U.S. gold futures slipped 0.2 percent at $1,281.60. Security concerns took centre stage on Friday in the last days of France’s tight presidential race in the wake of a shooting in Paris which killed one policeman. Polls ahead of the two-round French presidential vote, which begins on Sunday, give both far-right and far-left candidates a chance of making it into next month’s run-off, though centrist candidate Emmanuel Macron is shown in the lead.
“I would expect investors to stay on the fence… they would likely be market-watching rather than market-trading ahead of the French elections on Sunday, especially when there is no clarity,” OCBC analyst Barnabas Gan said, adding polls could be unreliable.
“Into the near term, if the geopolitical tensions intensify, there is a chance that gold prices will reach $1,300 or more.” Dallas Federal Reserve President Robert Kaplan said on Thursday that two more interest rate hikes this year remains possible but that the U.S. central bank has the flexibility to wait and see how the economy unfolds. New applications for U.S. jobless benefits rose slightly more than expected last week, but a drop in the number of Americans on unemployment rolls to a 17-year low suggested the labour market continues to tighten. Higher rates could dent the demand for non-interest-paying gold.

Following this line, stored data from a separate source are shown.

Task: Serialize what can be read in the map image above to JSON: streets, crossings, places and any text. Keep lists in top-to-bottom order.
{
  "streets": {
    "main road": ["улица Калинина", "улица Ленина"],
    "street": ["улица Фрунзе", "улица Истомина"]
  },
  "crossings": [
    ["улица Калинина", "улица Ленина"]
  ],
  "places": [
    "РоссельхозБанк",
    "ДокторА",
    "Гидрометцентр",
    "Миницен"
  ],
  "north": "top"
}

“From a chart perspective, gold appears to have run out of momentum, having made a series of lower highs over the past few days,” said Jeffrey Halley, senior market analyst, OANDA. “Assuming the weekend passes without surprises election-wise, there is potential for a correction on Monday as safe-haven hedges are lightened.”
Holdings of SPDR Gold Trust , the world’s largest gold-backed exchange-traded fund, said its holdings fell 0.76 percent to 854.25 tonnes on Thursday. The outflows follow a 11.8 tonnes rise on Wednesday, the biggest one-day inflow since September. “Gold struggled to hold this week’s gains as the dollar strengthened and concerns over global risk eased.
However, selling was relatively muted, which suggests a period of consolidation is now upon us,” ANZ analysts wrote in a note. Spot silver declined 0.3 percent to $17.94, extending losses into the fifth session. Silver has fallen about 3 percent so far this week. Platinum slipped 0.5 percent to $972.10, while palladium fell 0.3 percent to $797.50, after rising over 3 percent in the previous session.